Ik vind dit teleurstellend. Daarmee houdt het rapport toch wel heel erg veel rekening met wat “de dominante visie in onze cultuur” acceptabel vindt, ook al is men voortdurend oprecht en intensief bezig geweest met “de doordenking van God hierin van ons wil” (beide citaten staan op blz. 110). Wolter Rose schrijft in zijn minderheidshoofdstuk dat het rapport weinig oog heeft voor de corrigerende functie van de Bijbel. In het Nederlands Dagblad van 24 feb. 2024 zei Dick Westerkamp iets soortgelijks: als het over homorelaties gaat, krijgt het pastorale spreken van de Bijbel zo veel aandacht, dat het profetisch spreken van de Bijbel ondersneeuwt.

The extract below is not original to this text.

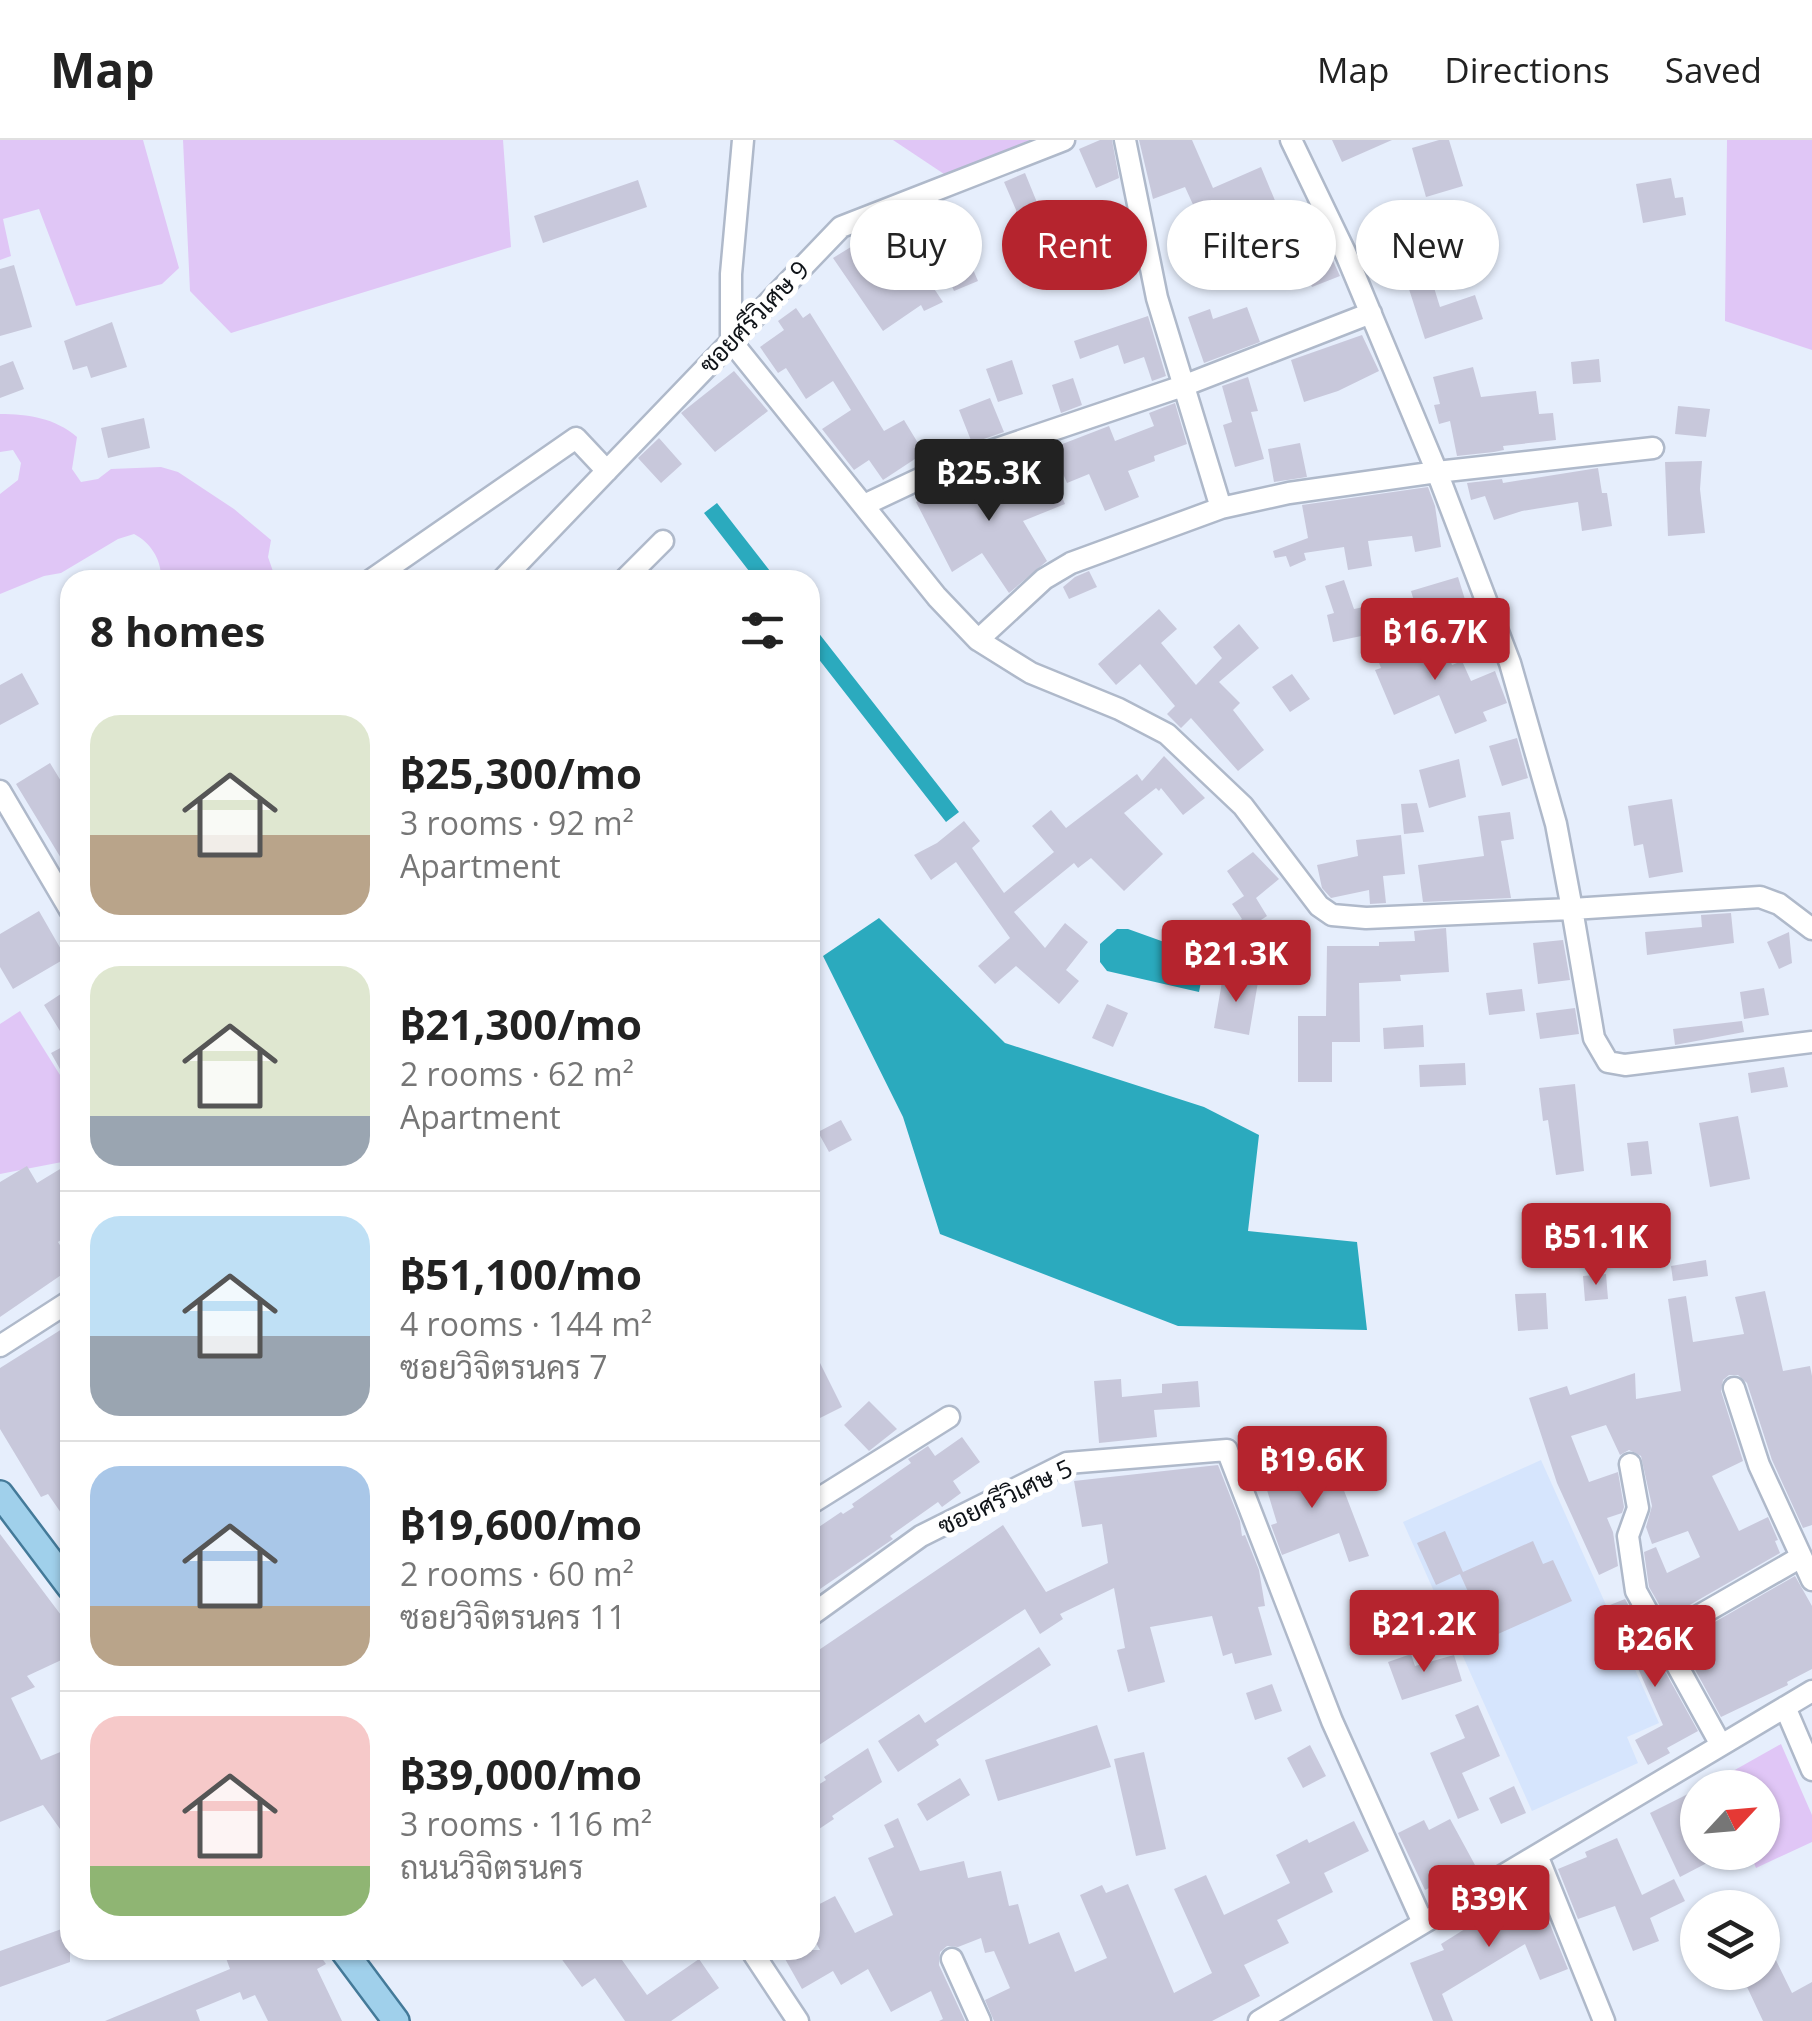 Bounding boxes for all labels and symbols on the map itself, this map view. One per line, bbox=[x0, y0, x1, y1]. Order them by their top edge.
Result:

Omdat het rapport in de zee van ruimte geen duidelijke richting wil aanwijzen, zitten er ook een paar merkwaardige inconsequenties in. Ik noem er een paar.

*1* Het huwelijk tussen man en vrouw wordt wel principieel onderscheiden van homoseksuele relaties, maar het rapport stelt niet voor om uit te spreken dat het burgerlijke homohuwelijk niet gelijk staat aan het christelijke huwelijk. Het rapport stelt ook niet voor om uit te spreken dat een homo-relatie daarom niet op dezelfde manier bevestigd kan worden als een christelijk huwelijk.

*2* Als een homoseksuele relatie in liefde en trouw bijbels gezien geen variant is op het huwelijk tussen man en vrouw, zoals het rapport expliciet zegt op blz. 104, hoe kan men dan zonder enige argumentatie voorstellen om uit te spreken “dat plaatselijke gemeenten de mogelijkheid hebben om ook leden die in een homoseksuele verbintenis samenleven tot het ambt te roepen, zo daar binnen de plaatselijke gemeente voldoende draagvlak voor is” (blz. 134)? Er wordt, zelfs niet in een voetnoot, verwezen naar één van de bijbelse criteria voor oudsten, zoals Paulus dat voorschrijft aan Titus: oudsten moeten “onberispelijke mannen [zijn], die maar één vrouw hebben” (Titus 1:6) en aan Timoteüs: “Een opziener moet onberispelijk zijn. Hij kan slechts de man van één vrouw zijn” (1 Tim. 3:2).

*3* Opvallend is ook dat de opstellers van het rapport wel de vragen rond relatievorming en het krijgen van kinderen eventjes aanstippen als belangrijk aandachtspunt, maar dat ze er echt op geen enkele manier op ingaan. Terwijl, als je het over het legitieme verlangen naar een partner dat God in de schepping gelegd heeft, je het toch ook serieus over de even legitieme kinderwens van homoseksuele christenen zou moeten nadenken. Daar hoort ook meteen de vraag bij hoe je moet denken over de doop van kinderen die geboren en/of geadopteerd worden in een vaste homoseksuele relatie.

Terecht kan iemand nu vragen: welke ruimte én richting zouden we als Nederlandse Gereformeerde Kerken dan wel moeten geven en wijzen?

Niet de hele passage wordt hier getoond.